この調子なら、彼女はこの一件離れた方がいいだろう。
(調子が狂うのはこちらも同じだしな)
手を引かれるどころか、私に先導されて歩くのすら苦い顔をする彼女が。
しおらしく震える手で私の手を掴んでいるなど、慣れないにも程がある。
先程のバス停が近くなれば、私の車と、何台かのパトカーが見えた。
憔悴した表情の彼女を先に車に乗せ、パトカーを伺えば、中は無人で。
「あ、御剣検事ですか?」
今、自分達がやってきた、村の方から何人かの警官がやってくる。
「そうだが?」
「すみません、時間になってもお姿が見えなかったので勝手に捜索させて頂きました。…といっても今さっき隣村から通報があって探し人は見つかったそうです」
班長らしい人物と、捜査官達が次々と戻ってきてパトカーに乗り込む。
しかし、私は状況を飲み込めない。
「……私たちも時間より早く来て待っていたはずなのだが」
「え?本官が来たときには誰もいませんでしたが……でも、検事殿が村に入る前でよかったです。なにせ昨日の雨で土砂がまた崩れて…そのスーツは泥だらけになってしまったでしょうから」
「雨……?」
「はい。もとより瓦礫も手付かずの、村とは呼べない惨状でしたので…歩くことも難しかったかと。
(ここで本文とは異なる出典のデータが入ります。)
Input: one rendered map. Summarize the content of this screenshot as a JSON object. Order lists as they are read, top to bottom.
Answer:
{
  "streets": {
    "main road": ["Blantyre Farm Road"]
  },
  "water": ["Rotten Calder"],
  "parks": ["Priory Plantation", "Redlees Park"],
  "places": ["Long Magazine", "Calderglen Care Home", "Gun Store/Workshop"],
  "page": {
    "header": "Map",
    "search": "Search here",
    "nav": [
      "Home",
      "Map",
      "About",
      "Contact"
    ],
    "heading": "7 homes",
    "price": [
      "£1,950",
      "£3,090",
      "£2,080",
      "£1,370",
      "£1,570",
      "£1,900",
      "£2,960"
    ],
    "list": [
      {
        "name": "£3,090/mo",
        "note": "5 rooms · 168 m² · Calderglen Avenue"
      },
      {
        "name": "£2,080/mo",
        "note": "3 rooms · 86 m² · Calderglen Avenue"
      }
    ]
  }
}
…そもそも、目印にしたバス停さえこの有り様ですし」
そこで、私は改めてバス停を見る。
「…!?」
さっき見た筈の、レトロな割に綺麗なバス停。
それは幾年も放置されたかのように錆び付き、地名や時刻表など読めたものではないそれが…今にも朽ち果てんと木に寄りかかって辛うじて立っていた。
「……」
「御剣検事?」
「いや、なんでもない…そうか、まあ、みつかったなら、それでいい」
組み立てられたロジックは、信じがたいもので。
けれど、そうでなければ辻褄が合わない。
(タイムトラベルなど、非現実的だとわかっているが)
私達がいたのは、土砂崩れに見舞われる前の村、バス停。
あの村に人気がなかったのは、既に33人殺しが行われた後だから。
…ならば、あの物音は…犯人、だろうか。
それが、一番まとまる考えだ。
寧ろ、それ以外にどうしても説明がつかない。
『……御剣くん、戻ろう?』
「ああ。そうだな」
しかし、それは胸に秘めるべき真実。
震える雨月の為に、気づかないほうが幸せなこともある。
けれど。
車に乗り込んだ私は再び気づいてしまった。
ルームミラーに映る、村へ下る坂道に。
その坂を下らんとする私と彼女の後ろ姿を。